▸ **Work order**:
The answer should match the records character for character.

*** Extracted data Section Begins ***

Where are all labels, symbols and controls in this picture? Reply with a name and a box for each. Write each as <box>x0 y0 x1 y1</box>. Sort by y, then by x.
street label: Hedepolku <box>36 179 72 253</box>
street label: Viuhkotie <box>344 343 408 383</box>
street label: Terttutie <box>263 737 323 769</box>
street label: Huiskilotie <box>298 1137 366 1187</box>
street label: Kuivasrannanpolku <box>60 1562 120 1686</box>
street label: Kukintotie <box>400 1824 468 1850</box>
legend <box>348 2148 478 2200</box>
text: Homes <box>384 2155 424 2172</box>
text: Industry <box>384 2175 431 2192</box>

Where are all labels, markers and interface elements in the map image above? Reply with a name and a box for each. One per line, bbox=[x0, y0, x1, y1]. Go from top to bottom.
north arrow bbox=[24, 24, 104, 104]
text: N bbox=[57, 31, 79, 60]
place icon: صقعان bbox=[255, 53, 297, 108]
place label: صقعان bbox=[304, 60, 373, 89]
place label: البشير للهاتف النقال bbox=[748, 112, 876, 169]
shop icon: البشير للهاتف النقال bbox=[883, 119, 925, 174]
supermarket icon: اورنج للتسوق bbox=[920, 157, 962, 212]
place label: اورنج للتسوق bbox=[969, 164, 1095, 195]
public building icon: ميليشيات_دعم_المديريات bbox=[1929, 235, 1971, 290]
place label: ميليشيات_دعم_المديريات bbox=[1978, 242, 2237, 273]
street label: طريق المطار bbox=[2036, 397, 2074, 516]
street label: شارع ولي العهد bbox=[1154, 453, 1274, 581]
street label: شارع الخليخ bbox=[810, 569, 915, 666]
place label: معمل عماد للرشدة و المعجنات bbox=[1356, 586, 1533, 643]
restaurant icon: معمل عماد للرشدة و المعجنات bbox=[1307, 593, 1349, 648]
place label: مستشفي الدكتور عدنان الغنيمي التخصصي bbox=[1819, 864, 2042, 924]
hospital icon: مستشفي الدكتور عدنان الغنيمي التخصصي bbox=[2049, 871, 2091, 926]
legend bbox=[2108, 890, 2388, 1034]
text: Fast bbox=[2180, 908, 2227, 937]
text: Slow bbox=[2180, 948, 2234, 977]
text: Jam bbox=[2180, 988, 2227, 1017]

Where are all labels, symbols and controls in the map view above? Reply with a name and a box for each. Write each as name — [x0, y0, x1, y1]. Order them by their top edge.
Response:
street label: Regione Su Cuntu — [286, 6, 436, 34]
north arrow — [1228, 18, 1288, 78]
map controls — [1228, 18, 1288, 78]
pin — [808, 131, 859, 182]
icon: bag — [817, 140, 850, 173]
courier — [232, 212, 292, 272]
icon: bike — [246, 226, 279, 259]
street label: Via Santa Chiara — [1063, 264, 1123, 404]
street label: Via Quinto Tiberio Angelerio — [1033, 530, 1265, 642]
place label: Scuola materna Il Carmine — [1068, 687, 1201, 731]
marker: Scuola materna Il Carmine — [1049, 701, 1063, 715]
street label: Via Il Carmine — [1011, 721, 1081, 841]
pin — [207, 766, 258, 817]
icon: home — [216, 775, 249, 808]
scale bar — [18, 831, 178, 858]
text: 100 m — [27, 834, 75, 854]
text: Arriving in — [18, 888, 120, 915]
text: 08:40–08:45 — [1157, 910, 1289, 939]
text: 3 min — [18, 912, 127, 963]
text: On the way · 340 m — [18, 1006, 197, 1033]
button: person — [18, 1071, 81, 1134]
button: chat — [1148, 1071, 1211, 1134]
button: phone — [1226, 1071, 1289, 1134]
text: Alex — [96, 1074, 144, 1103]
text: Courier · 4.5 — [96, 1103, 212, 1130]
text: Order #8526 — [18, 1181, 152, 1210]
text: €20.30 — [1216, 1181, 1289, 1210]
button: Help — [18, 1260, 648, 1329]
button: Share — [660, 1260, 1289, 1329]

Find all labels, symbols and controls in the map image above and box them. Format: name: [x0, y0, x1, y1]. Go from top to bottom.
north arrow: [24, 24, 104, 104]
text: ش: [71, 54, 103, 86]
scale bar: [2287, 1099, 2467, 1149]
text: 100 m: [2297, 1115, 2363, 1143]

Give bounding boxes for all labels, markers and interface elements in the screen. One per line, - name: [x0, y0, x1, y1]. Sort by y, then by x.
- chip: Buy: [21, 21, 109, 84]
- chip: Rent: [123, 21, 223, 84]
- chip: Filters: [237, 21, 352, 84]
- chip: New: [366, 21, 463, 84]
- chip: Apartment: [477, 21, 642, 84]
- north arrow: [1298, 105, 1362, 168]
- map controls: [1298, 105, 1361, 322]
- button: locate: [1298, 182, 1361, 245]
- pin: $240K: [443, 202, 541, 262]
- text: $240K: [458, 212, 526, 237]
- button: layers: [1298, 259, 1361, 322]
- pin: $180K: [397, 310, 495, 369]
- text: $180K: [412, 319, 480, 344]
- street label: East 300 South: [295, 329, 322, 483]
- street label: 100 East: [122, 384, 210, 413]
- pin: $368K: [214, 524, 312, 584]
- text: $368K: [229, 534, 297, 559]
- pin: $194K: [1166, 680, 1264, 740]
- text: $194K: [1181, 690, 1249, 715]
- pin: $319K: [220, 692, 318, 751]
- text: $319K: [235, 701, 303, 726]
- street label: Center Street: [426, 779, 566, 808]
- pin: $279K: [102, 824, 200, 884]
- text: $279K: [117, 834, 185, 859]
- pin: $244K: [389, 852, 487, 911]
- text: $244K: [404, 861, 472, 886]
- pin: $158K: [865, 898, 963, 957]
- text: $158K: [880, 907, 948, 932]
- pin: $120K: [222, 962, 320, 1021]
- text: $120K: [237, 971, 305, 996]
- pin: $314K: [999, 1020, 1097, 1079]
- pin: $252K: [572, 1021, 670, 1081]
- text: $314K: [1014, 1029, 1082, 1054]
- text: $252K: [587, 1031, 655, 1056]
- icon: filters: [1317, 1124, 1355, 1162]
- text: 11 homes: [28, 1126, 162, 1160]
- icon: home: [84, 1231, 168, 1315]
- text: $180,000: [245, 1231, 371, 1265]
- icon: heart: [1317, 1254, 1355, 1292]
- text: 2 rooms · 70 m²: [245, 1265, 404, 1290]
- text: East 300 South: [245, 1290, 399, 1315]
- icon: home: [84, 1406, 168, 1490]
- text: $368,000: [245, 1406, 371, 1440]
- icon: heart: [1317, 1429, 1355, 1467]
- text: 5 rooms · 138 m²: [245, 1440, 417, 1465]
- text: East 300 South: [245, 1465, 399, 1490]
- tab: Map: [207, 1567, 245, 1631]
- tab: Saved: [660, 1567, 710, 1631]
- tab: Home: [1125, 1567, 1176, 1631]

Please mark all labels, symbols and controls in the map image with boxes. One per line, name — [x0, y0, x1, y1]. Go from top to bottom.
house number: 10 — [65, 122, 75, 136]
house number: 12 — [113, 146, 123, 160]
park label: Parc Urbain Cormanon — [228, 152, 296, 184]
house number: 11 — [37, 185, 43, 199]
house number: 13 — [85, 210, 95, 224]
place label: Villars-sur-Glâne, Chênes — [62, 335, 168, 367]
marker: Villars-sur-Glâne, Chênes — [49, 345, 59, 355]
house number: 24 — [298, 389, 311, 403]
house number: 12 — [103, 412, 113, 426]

*** Extracted data Section Ends ***

▸ **Result for this exercise**:
Where are all labels, symbols and controls in this picture? Reply with a name and a box for each. Write each as <box>x0 y0 x1 y1</box>. Sort by y, then by x.
street label: Hedepolku <box>36 179 72 253</box>
street label: Viuhkotie <box>344 343 408 383</box>
street label: Terttutie <box>263 737 323 769</box>
street label: Huiskilotie <box>298 1137 366 1187</box>
street label: Kuivasrannanpolku <box>60 1562 120 1686</box>
street label: Kukintotie <box>400 1824 468 1850</box>
legend <box>348 2148 478 2200</box>
text: Homes <box>384 2155 424 2172</box>
text: Industry <box>384 2175 431 2192</box>

Where are all labels, markers and interface elements in the map image above? Reply with a name and a box for each. One per line, bbox=[x0, y0, x1, y1]. Go from top to bottom.
north arrow bbox=[24, 24, 104, 104]
text: N bbox=[57, 31, 79, 60]
place icon: صقعان bbox=[255, 53, 297, 108]
place label: صقعان bbox=[304, 60, 373, 89]
place label: البشير للهاتف النقال bbox=[748, 112, 876, 169]
shop icon: البشير للهاتف النقال bbox=[883, 119, 925, 174]
supermarket icon: اورنج للتسوق bbox=[920, 157, 962, 212]
place label: اورنج للتسوق bbox=[969, 164, 1095, 195]
public building icon: ميليشيات_دعم_المديريات bbox=[1929, 235, 1971, 290]
place label: ميليشيات_دعم_المديريات bbox=[1978, 242, 2237, 273]
street label: طريق المطار bbox=[2036, 397, 2074, 516]
street label: شارع ولي العهد bbox=[1154, 453, 1274, 581]
street label: شارع الخليخ bbox=[810, 569, 915, 666]
place label: معمل عماد للرشدة و المعجنات bbox=[1356, 586, 1533, 643]
restaurant icon: معمل عماد للرشدة و المعجنات bbox=[1307, 593, 1349, 648]
place label: مستشفي الدكتور عدنان الغنيمي التخصصي bbox=[1819, 864, 2042, 924]
hospital icon: مستشفي الدكتور عدنان الغنيمي التخصصي bbox=[2049, 871, 2091, 926]
legend bbox=[2108, 890, 2388, 1034]
text: Fast bbox=[2180, 908, 2227, 937]
text: Slow bbox=[2180, 948, 2234, 977]
text: Jam bbox=[2180, 988, 2227, 1017]

Where are all labels, symbols and controls in the map view above? Reply with a name and a box for each. Write each as name — [x0, y0, x1, y1]. Order them by their top edge.
Response:
street label: Regione Su Cuntu — [286, 6, 436, 34]
north arrow — [1228, 18, 1288, 78]
map controls — [1228, 18, 1288, 78]
pin — [808, 131, 859, 182]
icon: bag — [817, 140, 850, 173]
courier — [232, 212, 292, 272]
icon: bike — [246, 226, 279, 259]
street label: Via Santa Chiara — [1063, 264, 1123, 404]
street label: Via Quinto Tiberio Angelerio — [1033, 530, 1265, 642]
place label: Scuola materna Il Carmine — [1068, 687, 1201, 731]
marker: Scuola materna Il Carmine — [1049, 701, 1063, 715]
street label: Via Il Carmine — [1011, 721, 1081, 841]
pin — [207, 766, 258, 817]
icon: home — [216, 775, 249, 808]
scale bar — [18, 831, 178, 858]
text: 100 m — [27, 834, 75, 854]
text: Arriving in — [18, 888, 120, 915]
text: 08:40–08:45 — [1157, 910, 1289, 939]
text: 3 min — [18, 912, 127, 963]
text: On the way · 340 m — [18, 1006, 197, 1033]
button: person — [18, 1071, 81, 1134]
button: chat — [1148, 1071, 1211, 1134]
button: phone — [1226, 1071, 1289, 1134]
text: Alex — [96, 1074, 144, 1103]
text: Courier · 4.5 — [96, 1103, 212, 1130]
text: Order #8526 — [18, 1181, 152, 1210]
text: €20.30 — [1216, 1181, 1289, 1210]
button: Help — [18, 1260, 648, 1329]
button: Share — [660, 1260, 1289, 1329]

Find all labels, symbols and controls in the map image above and box them. Format: name: [x0, y0, x1, y1]. Go from top to bottom.
north arrow: [24, 24, 104, 104]
text: ش: [71, 54, 103, 86]
scale bar: [2287, 1099, 2467, 1149]
text: 100 m: [2297, 1115, 2363, 1143]

Give bounding boxes for all labels, markers and interface elements in the screen. One per line, - name: [x0, y0, x1, y1]. Sort by y, then by x.
- chip: Buy: [21, 21, 109, 84]
- chip: Rent: [123, 21, 223, 84]
- chip: Filters: [237, 21, 352, 84]
- chip: New: [366, 21, 463, 84]
- chip: Apartment: [477, 21, 642, 84]
- north arrow: [1298, 105, 1362, 168]
- map controls: [1298, 105, 1361, 322]
- button: locate: [1298, 182, 1361, 245]
- pin: $240K: [443, 202, 541, 262]
- text: $240K: [458, 212, 526, 237]
- button: layers: [1298, 259, 1361, 322]
- pin: $180K: [397, 310, 495, 369]
- text: $180K: [412, 319, 480, 344]
- street label: East 300 South: [295, 329, 322, 483]
- street label: 100 East: [122, 384, 210, 413]
- pin: $368K: [214, 524, 312, 584]
- text: $368K: [229, 534, 297, 559]
- pin: $194K: [1166, 680, 1264, 740]
- text: $194K: [1181, 690, 1249, 715]
- pin: $319K: [220, 692, 318, 751]
- text: $319K: [235, 701, 303, 726]
- street label: Center Street: [426, 779, 566, 808]
- pin: $279K: [102, 824, 200, 884]
- text: $279K: [117, 834, 185, 859]
- pin: $244K: [389, 852, 487, 911]
- text: $244K: [404, 861, 472, 886]
- pin: $158K: [865, 898, 963, 957]
- text: $158K: [880, 907, 948, 932]
- pin: $120K: [222, 962, 320, 1021]
- text: $120K: [237, 971, 305, 996]
- pin: $314K: [999, 1020, 1097, 1079]
- pin: $252K: [572, 1021, 670, 1081]
- text: $314K: [1014, 1029, 1082, 1054]
- text: $252K: [587, 1031, 655, 1056]
- icon: filters: [1317, 1124, 1355, 1162]
- text: 11 homes: [28, 1126, 162, 1160]
- icon: home: [84, 1231, 168, 1315]
- text: $180,000: [245, 1231, 371, 1265]
- icon: heart: [1317, 1254, 1355, 1292]
- text: 2 rooms · 70 m²: [245, 1265, 404, 1290]
- text: East 300 South: [245, 1290, 399, 1315]
- icon: home: [84, 1406, 168, 1490]
- text: $368,000: [245, 1406, 371, 1440]
- icon: heart: [1317, 1429, 1355, 1467]
- text: 5 rooms · 138 m²: [245, 1440, 417, 1465]
- text: East 300 South: [245, 1465, 399, 1490]
- tab: Map: [207, 1567, 245, 1631]
- tab: Saved: [660, 1567, 710, 1631]
- tab: Home: [1125, 1567, 1176, 1631]

Please mark all labels, symbols and controls in the map image with boxes. One per line, name — [x0, y0, x1, y1]. Go from top to bottom.
house number: 10 — [65, 122, 75, 136]
house number: 12 — [113, 146, 123, 160]
park label: Parc Urbain Cormanon — [228, 152, 296, 184]
house number: 11 — [37, 185, 43, 199]
house number: 13 — [85, 210, 95, 224]
place label: Villars-sur-Glâne, Chênes — [62, 335, 168, 367]
marker: Villars-sur-Glâne, Chênes — [49, 345, 59, 355]
house number: 24 — [298, 389, 311, 403]
house number: 12 — [103, 412, 113, 426]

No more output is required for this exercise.